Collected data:
=====
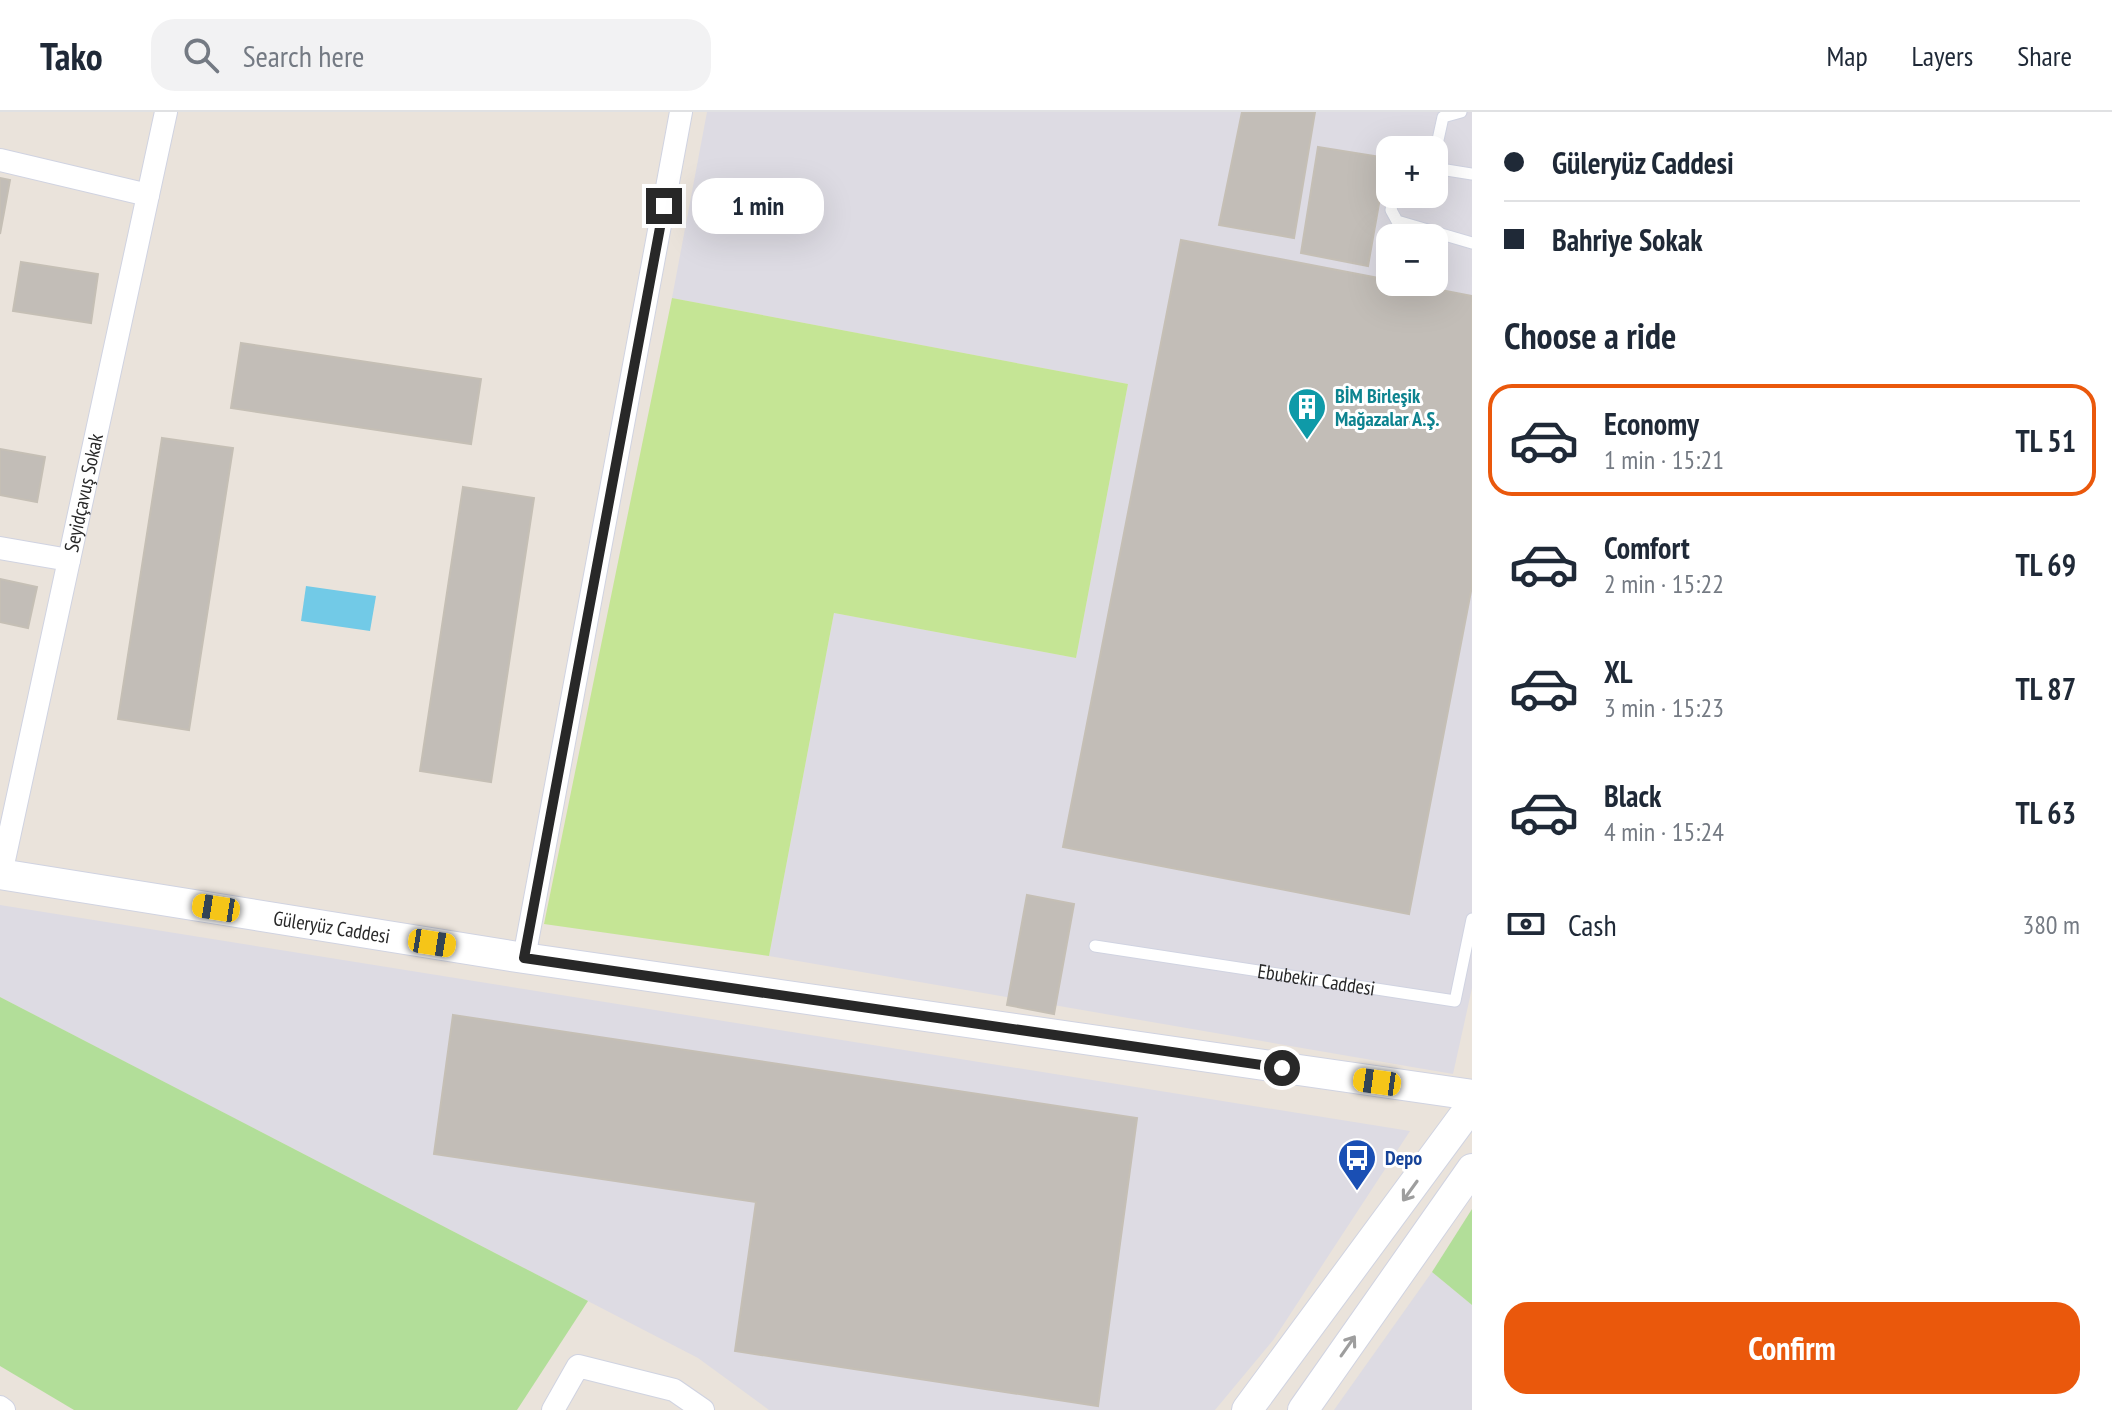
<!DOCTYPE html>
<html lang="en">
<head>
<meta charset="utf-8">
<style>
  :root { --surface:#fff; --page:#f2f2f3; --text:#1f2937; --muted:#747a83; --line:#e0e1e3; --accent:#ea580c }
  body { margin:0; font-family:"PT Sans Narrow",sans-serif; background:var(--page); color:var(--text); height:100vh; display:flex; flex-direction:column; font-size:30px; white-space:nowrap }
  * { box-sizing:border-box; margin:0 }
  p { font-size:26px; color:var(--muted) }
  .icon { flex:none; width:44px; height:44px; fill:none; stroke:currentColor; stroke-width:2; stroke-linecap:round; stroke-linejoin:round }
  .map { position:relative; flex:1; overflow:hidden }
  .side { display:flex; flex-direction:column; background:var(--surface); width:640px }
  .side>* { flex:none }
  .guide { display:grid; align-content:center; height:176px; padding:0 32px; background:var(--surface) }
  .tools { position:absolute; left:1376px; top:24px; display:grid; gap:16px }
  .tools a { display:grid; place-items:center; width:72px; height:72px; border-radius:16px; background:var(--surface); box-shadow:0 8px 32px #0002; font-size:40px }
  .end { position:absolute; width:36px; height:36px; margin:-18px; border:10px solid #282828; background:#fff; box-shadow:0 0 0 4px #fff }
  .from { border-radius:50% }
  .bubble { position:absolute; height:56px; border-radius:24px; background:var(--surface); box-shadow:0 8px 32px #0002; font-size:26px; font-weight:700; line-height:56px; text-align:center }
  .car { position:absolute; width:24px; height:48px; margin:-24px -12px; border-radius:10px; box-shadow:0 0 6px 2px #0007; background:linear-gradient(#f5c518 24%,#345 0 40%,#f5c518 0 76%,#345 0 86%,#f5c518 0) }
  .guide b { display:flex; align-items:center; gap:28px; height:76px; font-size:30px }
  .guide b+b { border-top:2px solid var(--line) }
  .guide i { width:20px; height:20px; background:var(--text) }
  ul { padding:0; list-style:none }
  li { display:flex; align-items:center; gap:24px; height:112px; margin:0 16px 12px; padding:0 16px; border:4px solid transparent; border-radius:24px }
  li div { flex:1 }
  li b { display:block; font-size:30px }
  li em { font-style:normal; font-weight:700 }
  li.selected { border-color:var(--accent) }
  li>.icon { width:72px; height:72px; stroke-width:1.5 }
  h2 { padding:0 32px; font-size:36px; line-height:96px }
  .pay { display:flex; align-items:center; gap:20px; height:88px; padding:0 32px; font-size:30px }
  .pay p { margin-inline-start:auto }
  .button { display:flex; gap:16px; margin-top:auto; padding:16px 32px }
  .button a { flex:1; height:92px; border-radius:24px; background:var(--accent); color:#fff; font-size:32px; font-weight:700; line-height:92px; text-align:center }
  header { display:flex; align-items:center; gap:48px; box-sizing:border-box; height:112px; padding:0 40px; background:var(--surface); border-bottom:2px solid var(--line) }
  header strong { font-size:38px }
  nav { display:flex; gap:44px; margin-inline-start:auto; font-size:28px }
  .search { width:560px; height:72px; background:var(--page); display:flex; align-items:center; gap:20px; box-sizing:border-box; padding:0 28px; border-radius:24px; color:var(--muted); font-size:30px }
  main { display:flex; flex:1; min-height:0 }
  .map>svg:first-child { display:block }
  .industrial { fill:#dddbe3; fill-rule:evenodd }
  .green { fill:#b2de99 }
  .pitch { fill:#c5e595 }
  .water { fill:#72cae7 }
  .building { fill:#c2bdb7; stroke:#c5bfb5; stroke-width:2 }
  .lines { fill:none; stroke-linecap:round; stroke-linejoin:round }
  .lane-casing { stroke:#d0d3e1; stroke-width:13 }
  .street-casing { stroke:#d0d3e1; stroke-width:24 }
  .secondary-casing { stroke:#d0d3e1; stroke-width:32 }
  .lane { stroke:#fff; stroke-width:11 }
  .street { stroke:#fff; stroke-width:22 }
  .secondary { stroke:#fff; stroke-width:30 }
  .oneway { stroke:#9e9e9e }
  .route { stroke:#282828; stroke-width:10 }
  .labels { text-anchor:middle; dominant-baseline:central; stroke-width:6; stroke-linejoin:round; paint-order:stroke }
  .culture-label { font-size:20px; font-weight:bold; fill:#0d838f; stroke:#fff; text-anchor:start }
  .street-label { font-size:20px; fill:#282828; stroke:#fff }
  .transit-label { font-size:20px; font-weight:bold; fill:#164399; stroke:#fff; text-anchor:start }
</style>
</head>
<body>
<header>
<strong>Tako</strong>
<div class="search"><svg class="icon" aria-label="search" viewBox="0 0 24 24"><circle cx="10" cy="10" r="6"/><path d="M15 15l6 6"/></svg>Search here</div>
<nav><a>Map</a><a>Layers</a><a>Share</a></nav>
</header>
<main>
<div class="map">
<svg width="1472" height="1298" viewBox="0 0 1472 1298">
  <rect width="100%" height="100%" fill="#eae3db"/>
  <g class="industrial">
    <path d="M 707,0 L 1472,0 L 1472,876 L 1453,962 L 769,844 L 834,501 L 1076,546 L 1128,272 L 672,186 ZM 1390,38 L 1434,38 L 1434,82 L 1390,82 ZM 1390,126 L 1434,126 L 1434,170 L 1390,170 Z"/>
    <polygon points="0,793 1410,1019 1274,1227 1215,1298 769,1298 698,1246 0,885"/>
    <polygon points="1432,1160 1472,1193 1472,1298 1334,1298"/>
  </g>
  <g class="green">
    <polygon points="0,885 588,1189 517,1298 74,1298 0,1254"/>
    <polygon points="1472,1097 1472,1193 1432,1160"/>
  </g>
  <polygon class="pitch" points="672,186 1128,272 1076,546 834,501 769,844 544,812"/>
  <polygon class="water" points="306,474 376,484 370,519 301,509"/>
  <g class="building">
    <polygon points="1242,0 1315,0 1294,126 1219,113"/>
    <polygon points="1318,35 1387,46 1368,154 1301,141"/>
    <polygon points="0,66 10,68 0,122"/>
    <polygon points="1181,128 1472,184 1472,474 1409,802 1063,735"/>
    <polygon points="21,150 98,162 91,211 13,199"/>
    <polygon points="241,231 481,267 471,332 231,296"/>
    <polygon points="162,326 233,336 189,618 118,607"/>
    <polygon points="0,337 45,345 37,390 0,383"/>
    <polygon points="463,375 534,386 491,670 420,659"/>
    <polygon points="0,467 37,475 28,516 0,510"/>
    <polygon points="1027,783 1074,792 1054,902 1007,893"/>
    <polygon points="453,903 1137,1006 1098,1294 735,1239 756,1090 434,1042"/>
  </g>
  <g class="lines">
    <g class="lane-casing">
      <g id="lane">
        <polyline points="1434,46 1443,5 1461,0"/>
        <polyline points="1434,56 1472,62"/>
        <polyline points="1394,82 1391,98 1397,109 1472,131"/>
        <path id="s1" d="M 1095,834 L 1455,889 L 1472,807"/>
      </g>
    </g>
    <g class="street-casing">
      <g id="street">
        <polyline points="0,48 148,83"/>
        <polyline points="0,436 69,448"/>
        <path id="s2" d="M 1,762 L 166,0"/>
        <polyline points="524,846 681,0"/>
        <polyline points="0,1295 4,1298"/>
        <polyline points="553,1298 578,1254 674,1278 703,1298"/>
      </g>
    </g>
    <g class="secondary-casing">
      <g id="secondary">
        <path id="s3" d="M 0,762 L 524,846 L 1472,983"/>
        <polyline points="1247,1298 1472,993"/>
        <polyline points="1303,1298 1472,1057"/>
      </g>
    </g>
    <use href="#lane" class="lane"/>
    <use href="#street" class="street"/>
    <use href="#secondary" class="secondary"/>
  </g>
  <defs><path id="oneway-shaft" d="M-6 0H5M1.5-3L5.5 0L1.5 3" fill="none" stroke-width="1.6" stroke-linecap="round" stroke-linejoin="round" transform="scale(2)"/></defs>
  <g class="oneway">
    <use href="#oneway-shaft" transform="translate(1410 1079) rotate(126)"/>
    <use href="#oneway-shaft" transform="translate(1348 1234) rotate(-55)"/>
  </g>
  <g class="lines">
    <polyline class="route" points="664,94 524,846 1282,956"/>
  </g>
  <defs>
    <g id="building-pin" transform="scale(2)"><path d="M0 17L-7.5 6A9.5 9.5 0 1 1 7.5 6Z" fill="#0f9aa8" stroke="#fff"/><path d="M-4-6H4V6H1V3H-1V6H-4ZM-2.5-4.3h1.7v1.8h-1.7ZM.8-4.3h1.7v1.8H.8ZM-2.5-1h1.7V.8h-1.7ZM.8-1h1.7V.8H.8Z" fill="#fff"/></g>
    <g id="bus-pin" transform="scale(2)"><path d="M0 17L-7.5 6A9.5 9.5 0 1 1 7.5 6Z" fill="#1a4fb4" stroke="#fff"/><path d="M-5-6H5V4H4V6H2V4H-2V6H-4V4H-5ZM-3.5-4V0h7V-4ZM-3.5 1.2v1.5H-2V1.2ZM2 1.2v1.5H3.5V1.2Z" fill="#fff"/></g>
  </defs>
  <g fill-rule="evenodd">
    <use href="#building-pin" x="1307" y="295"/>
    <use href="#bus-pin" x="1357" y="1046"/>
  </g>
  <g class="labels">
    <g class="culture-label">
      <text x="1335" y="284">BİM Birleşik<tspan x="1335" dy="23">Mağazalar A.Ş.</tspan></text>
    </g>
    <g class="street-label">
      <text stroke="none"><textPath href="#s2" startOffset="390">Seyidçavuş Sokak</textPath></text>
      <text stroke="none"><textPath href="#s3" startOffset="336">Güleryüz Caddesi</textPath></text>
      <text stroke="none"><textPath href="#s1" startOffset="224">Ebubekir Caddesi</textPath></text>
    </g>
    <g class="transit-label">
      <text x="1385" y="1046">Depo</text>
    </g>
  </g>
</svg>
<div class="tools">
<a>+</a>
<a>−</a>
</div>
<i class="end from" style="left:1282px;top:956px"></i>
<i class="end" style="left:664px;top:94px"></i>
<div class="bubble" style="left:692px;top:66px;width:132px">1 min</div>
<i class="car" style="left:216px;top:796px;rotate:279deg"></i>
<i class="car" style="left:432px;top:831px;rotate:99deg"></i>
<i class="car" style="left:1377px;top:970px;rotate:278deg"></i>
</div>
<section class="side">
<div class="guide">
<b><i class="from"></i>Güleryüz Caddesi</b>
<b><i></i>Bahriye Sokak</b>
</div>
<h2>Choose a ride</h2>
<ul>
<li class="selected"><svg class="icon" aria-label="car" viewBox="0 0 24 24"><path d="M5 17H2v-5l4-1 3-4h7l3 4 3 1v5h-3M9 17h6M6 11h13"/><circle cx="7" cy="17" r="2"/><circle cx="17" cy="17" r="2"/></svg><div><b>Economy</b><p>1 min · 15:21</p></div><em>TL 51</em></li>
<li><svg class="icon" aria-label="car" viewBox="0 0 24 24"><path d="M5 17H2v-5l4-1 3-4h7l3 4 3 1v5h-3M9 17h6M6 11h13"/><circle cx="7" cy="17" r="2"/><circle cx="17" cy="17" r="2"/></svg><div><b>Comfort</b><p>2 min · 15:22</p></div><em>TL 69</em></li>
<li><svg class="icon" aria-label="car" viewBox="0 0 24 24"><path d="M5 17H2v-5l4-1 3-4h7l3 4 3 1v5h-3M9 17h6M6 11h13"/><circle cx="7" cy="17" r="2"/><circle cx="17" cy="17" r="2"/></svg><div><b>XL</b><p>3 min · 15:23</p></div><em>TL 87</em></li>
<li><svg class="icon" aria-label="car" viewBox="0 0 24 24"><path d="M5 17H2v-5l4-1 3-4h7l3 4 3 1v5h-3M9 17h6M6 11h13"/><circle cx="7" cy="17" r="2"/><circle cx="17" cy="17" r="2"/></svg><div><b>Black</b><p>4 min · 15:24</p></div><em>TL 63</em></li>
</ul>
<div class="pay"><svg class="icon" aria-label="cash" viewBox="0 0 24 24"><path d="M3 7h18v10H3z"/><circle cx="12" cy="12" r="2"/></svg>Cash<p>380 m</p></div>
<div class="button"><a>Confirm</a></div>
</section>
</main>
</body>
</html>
=====
WHAT IS REQUIRED: Take the records above from their first line through the line with "position:relative; flex:1; overflow:hidden" and set those lines down word for word, minus the pictures.

RESULT OF THIS TASK:
<!DOCTYPE html>
<html lang="en">
<head>
<meta charset="utf-8">
<style>
  :root { --surface:#fff; --page:#f2f2f3; --text:#1f2937; --muted:#747a83; --line:#e0e1e3; --accent:#ea580c }
  body { margin:0; font-family:"PT Sans Narrow",sans-serif; background:var(--page); color:var(--text); height:100vh; display:flex; flex-direction:column; font-size:30px; white-space:nowrap }
  * { box-sizing:border-box; margin:0 }
  p { font-size:26px; color:var(--muted) }
  .icon { flex:none; width:44px; height:44px; fill:none; stroke:currentColor; stroke-width:2; stroke-linecap:round; stroke-linejoin:round }
  .map { position:relative; flex:1; overflow:hidden }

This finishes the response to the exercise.